Now National Institute of Health scientists say they have found a way to make more of the cells required.

They told the online edition of Science that they used a serum derived from cows to help in their reproduction.

Plentiful cells

People with Type 1 diabetes need to inject insulin to keep their blood sugar under control.

This is because the islet cells in their pancreas, whose job it is to make insulin, have been destroyed.

Replacing the loss with islet cells from donors can cure the condition.

However, a large number of islet cells are needed and there are too few donors to meet demand.

Stem cells - very primitive cells that have the capability to become any cell in the body - have offered some hope, but again it is difficult to produce enough islet cells from stem cells.

Dr Marvin Gershengorn and colleagues at the National Institute of Diabetes and Digestive Kidney Diseases looked at a way of solving this problem.

They removed islet cells from pancreases donated by people who had died.

They then exposed the islet cells to a medium containing a substance called foetal bovine serum.

This serum, derived from cows, appeared to encourage the islet cells to change into more primitive cells that were the predecessors of islet cells.

Curative

Although these human islet-derived precursor cells, or hIPCs, do not themselves produce insulin, they are able to replicate easily.

This means it is possible to get large numbers of hIPCs in a relatively short time period - almost a billion-fold increase in 90 days.

They are different from stem cells because they are more developed and can only go on to become islet-like cells, which they did in the US trials.
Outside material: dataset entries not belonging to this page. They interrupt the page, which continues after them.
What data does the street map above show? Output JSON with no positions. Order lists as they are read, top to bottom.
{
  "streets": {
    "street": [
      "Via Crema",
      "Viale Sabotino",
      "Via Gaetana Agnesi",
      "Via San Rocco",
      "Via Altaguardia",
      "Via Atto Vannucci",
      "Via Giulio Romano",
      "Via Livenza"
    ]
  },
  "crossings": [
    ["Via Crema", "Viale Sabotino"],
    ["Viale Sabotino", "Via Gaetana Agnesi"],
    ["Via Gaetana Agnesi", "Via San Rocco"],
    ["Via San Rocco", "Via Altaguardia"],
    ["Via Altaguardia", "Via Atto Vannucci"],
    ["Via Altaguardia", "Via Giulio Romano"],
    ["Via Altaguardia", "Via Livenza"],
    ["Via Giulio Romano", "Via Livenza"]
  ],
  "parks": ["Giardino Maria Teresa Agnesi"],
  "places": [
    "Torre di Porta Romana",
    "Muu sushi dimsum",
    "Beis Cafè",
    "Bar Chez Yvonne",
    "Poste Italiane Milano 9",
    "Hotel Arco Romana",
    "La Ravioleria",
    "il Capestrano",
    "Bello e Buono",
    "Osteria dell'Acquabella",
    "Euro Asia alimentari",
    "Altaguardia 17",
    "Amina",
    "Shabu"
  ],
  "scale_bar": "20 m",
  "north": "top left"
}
These islet-like cells showed many of the characteristics of the original islet cells and were capable of producing small amounts of insulin.

The researchers said their findings were exciting but in their early stages.
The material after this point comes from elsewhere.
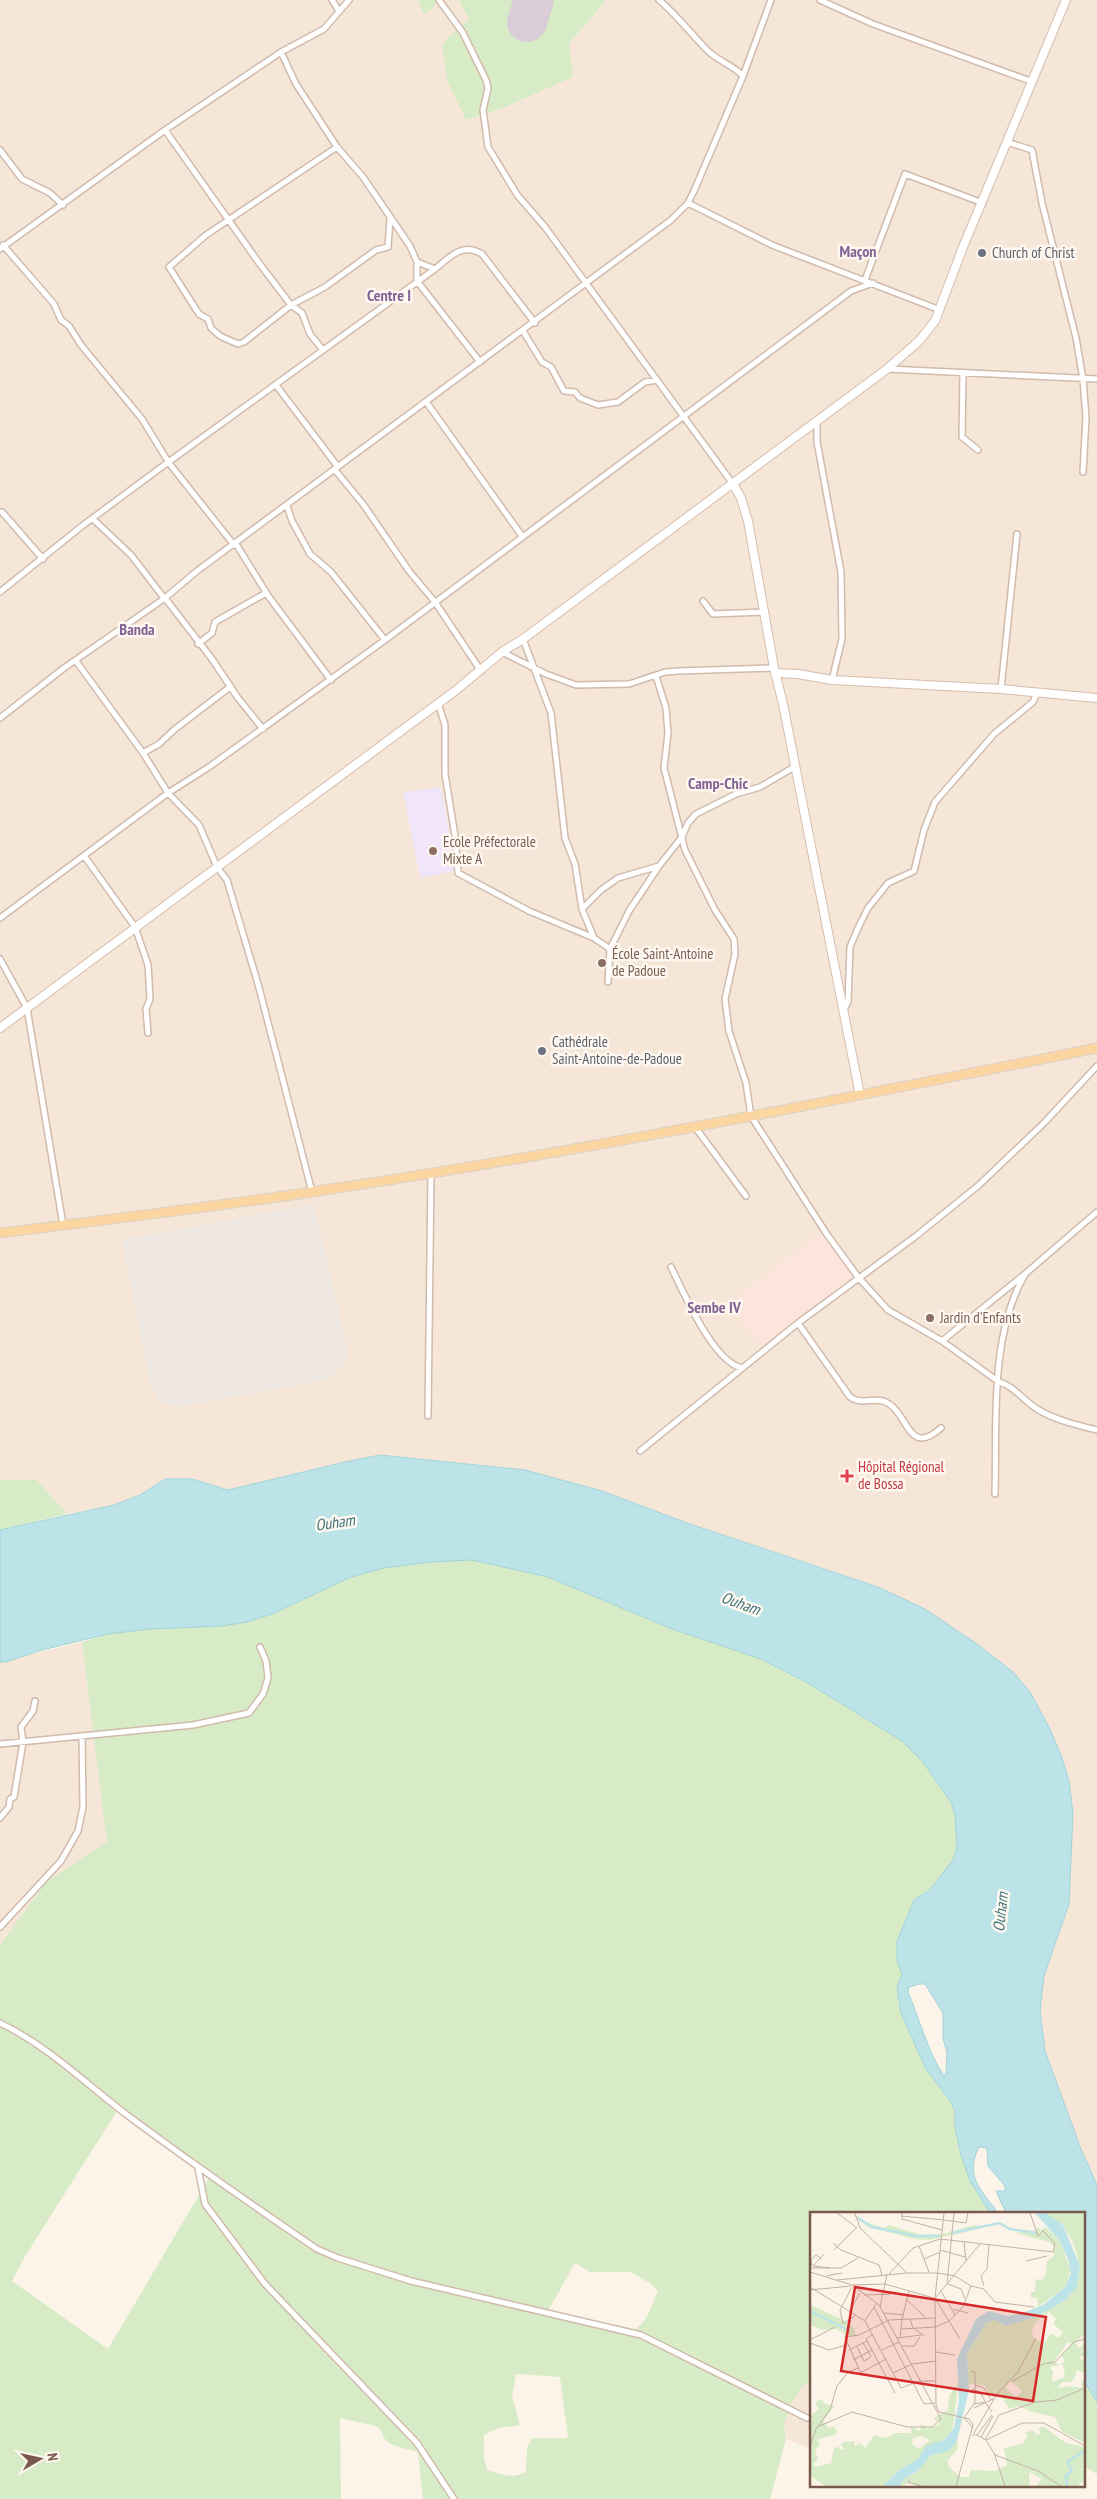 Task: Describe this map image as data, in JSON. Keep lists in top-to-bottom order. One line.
{"districts":["Maçon","Centre I","Banda","Camp-Chic","Sembe IV"],"water":["Ouham"],"places":{"other":["Church of Christ","Ecole Préfectorale Mixte A","École Saint-Antoine de Padoue","Cathédrale Saint-Antoine-de-Padoue","Jardin d'Enfants"],"health":["Hôpital Régional de Bossa"]},"north":"right"}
Dr Gershengorn said: "This is a step forward in the field, but we are still a long way from using this knowledge to develop therapies for diabetes.

"For one thing, these differentiated cells do not function as well as the original cells.

"They don't produce as much insulin and they are not as adaptable to changes in the environment.

"For another thing, we grew these cells in a culture that is not optimal for use in humans, so we are not ready to transplant these cells into people. Still, I'm encouraged."

He said they hoped to be able to overcome some of these barriers in the near future.

Jo Brodie, islet project co-ordinator at Diabetes UK, said: "This research is useful in helping us to understand the process involved in islet development and could lead to advances in islet cell transplants for people with Type 1 diabetes.

"We await with interest further results in this area."